Thin films ZnO-QDs Synthesis applying simultaneously the techniques of colloidal synthesis and sol gel and phenomenon at Zn2+→Zn3+ + e- charge transfer, applied to Shottky diode.

Abstract

Abstract The Zinc Oxide and the Quantum dots of ZnO (ZnO-QD´s) in thin solid films were deposited by dropwise method on glass substrates and calcined in air atmosphere at temperatures of 60 °C, 100 °C, 140 °C, 160 °C and 210 °C, respectively. The samples are examined applying the techniques: Scanning Electron Microscopy (SEM), x-Ray Diffraction (XRD), Fourier transforms in the Infrared (FTIR), Photoluminescence (PL), Transmittance (%T), and absorbance (α). Tauc model, the band gap (Eg) energy is evaluated. The electrical measurements of Current-Voltage (I-V), the concentration of charge carriers, mobility and Resistance, are registered by Hall Effect. The morphology of the layers shows a structural configuration with stacked compact plates and flakes-like of crystalline conglomerates with a fibrous appearance. The films show a Wurtzite-type crystalline phase according to the XRD diffractograms.
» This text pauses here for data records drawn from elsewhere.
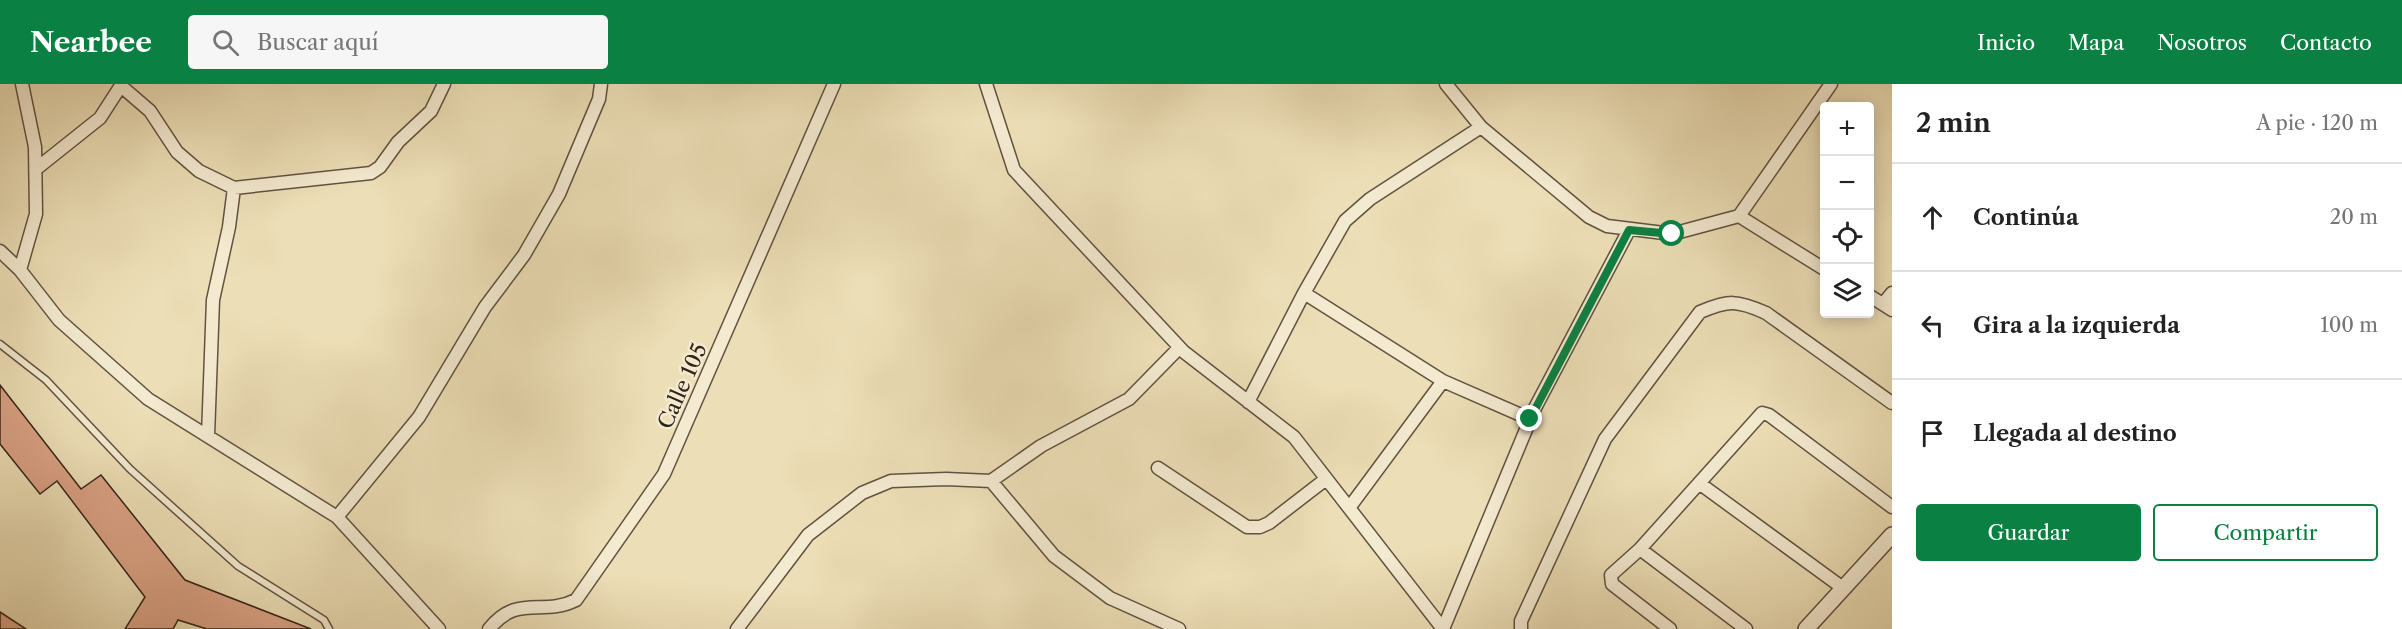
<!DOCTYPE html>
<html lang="es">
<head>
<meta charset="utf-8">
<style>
  :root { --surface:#fff; --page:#f6f6f6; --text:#222; --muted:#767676; --line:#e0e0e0; --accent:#0b8043 }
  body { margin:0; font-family:"Libre Caslon Text",serif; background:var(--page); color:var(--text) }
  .controls { position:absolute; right:18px; top:18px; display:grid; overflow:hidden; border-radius:6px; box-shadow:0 3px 15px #0003 }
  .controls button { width:54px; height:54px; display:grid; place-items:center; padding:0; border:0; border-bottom:2px solid var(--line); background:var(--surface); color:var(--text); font:30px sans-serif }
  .stop { position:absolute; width:18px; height:18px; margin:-14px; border:4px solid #0b8043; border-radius:50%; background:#fff }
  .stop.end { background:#0b8043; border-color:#fff; box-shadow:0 2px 6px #0008 }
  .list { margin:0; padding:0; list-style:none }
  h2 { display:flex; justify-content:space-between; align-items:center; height:78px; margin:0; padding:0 24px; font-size:26px }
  h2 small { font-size:20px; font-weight:400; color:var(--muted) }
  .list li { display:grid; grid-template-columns:39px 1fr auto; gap:18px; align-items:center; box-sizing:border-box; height:108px; padding:0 24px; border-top:2px solid var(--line) }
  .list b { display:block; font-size:22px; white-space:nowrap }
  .list em { font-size:20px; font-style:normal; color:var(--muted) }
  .actions { display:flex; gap:12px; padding:18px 24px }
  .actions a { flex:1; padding:14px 0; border:2px solid var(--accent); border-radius:6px; text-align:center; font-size:21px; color:var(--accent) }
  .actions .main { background:var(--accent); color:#fff }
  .icon { flex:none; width:33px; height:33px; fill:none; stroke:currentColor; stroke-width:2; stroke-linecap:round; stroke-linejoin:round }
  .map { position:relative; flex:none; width:1892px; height:545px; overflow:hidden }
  header { display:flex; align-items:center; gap:36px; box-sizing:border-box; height:84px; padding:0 30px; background:var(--accent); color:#fff }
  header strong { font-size:28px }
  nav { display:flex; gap:33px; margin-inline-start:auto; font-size:21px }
  .search { width:420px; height:54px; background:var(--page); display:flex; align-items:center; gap:15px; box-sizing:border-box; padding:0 21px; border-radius:6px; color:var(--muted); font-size:22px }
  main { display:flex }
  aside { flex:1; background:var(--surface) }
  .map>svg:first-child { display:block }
</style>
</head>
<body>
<header>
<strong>Nearbee</strong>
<div class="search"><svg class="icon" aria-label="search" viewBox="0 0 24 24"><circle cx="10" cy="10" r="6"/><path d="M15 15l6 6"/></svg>Buscar aquí</div>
<nav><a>Inicio</a><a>Mapa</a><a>Nosotros</a><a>Contacto</a></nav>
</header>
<main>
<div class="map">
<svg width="1892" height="545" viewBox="0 0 1892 545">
  <rect width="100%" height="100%" fill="#ecdeb6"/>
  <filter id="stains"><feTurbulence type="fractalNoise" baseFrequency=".00333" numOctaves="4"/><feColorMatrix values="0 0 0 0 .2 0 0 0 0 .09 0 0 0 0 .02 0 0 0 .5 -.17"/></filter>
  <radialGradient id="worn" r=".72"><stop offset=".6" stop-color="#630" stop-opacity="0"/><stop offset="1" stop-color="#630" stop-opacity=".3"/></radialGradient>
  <path fill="#daa285" stroke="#33241a" stroke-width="1.5" d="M0,301l81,104 20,-14 84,105 126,49h-104l-29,-9 -5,9h-48l20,-32 -88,-116 -17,13 -40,-50z
    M0,528l26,17h-26z"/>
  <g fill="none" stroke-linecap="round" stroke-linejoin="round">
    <g stroke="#615241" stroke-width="9">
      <path id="service" d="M0,260l46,36 84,89 108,97 86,54 5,9"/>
    </g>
    <g stroke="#615241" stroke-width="15">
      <path id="minor" d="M986,0l28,86 170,182 110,85 149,192
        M1446,0l35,43 108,90 18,9 65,8 67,-18 92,-132
        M121,2l29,25 27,41 22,19 35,17 137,-15 9,-6 18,-25 33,-31 13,-27
        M36,85l64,-51 22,-34
        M1739,132l85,53
        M0,167l20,19 39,50 89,79 189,118 102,112
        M20,186l16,-56 -1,-67 -13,-63
        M1304,209l139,88 87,38
        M1870,212l22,14
        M1883,220l9,-11
        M1248,318l56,-109 41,-72 25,-22 111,-72
        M208,352l5,-136 16,-73 5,-39
        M1158,384l89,59h13l9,-4 57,-44
        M991,397l63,75 56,42 69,31
        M1699,399l144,105
        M1349,424l94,-127
        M337,433l82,-100 66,-110 39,-52 35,-61 40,-95 2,-15
        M1640,465l106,80
        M489,545c29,-36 53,-12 87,-29l88,-126 170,-390
        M737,545l71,-94 54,-42 29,-12 55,-2 45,2 50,-35 88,-47 50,-51
        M1443,545l92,-221 94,-178
        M1521,545v-8l84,-182 95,-127c29,-12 37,-12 66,1l126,90
        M1670,545l-58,-45 -1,-9 29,-26 122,-136 7,2 123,92"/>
    </g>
    <g stroke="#615241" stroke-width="18">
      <path id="tertiary" d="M1806,545l86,-94"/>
    </g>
    <use href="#service" stroke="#f3ead0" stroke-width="6"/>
    <use href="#minor" stroke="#f3ead0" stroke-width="12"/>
    <use href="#tertiary" stroke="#f3ead0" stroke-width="15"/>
  </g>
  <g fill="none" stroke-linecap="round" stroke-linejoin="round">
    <path stroke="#0b8043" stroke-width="8" d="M1530,335l99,-189 43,4"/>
  </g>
  <g text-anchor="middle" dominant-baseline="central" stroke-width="5" stroke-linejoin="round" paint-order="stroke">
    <g font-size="21" fill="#33241a" stroke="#f3ead0">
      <text transform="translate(682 302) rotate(-66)">Calle 105</text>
    </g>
  </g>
  <rect width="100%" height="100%" filter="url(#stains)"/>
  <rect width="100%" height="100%" fill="url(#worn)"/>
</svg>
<div class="controls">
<button>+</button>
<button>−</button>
<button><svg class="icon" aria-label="locate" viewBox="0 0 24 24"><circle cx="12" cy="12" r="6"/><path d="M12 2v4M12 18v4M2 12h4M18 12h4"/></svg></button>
<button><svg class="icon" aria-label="layers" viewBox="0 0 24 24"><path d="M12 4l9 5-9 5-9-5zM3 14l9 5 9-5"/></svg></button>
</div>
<div class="stop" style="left:1672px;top:150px"></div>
<div class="stop end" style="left:1530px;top:335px"></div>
</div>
<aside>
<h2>2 min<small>A pie · 120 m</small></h2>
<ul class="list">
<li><svg class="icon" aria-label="ahead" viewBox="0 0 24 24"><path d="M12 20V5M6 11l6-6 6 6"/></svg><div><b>Continúa</b></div><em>20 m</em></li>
<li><svg class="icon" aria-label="left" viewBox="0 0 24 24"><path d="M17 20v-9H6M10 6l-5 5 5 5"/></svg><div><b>Gira a la izquierda</b></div><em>100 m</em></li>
<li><svg class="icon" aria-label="arrive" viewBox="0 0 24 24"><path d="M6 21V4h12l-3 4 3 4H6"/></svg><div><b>Llegada al destino</b></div></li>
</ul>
<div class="actions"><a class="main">Guardar</a><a>Compartir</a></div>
</aside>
</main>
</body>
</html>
The grain size increased by ~3.6-26.1 nm. The dislocation density (δ) presents a gradual increase with the calcination temperature δ(lines/m2) ~1.57 x 1015-2.22 x 1015. On FT-IR spectroscopy analysis, various vibrational bands are associated with the CO32 ion and by-products generated by the hydrolysis of zinc acetate di-hydrate discussed. The Eg undergoes oscillatory and disorderly shifting towards higher photon energy, caused by faults at crystalline lattice of Eg ~3.7-3.87 eV. In optical analysis, the discontinuity located at UV-Vis region is associated in principle at Zn2+→Zn3+ + e- charge transfer. PL spectra at UV-Vis region records the emission bands with different relative intensity. The asymmetric Gaussian curve is associated with intrinsic defects in the crystal lattice. The deconvolution of the Gaussian curve generates different emission bands assigned to: red (RE) at ~770 nm, blue (BE), green (GE) at ~492-520 nm and yellow (YE) at ~570-600 nm. The study and systematic construction of the Schottky diode is done by placing the corresponding thin film on ITO, then PEDOT: PSS was placed, then the silver contact and finally the p-n junction was identified, obtaining better results than QD's ZnO in the Shottky diode plot.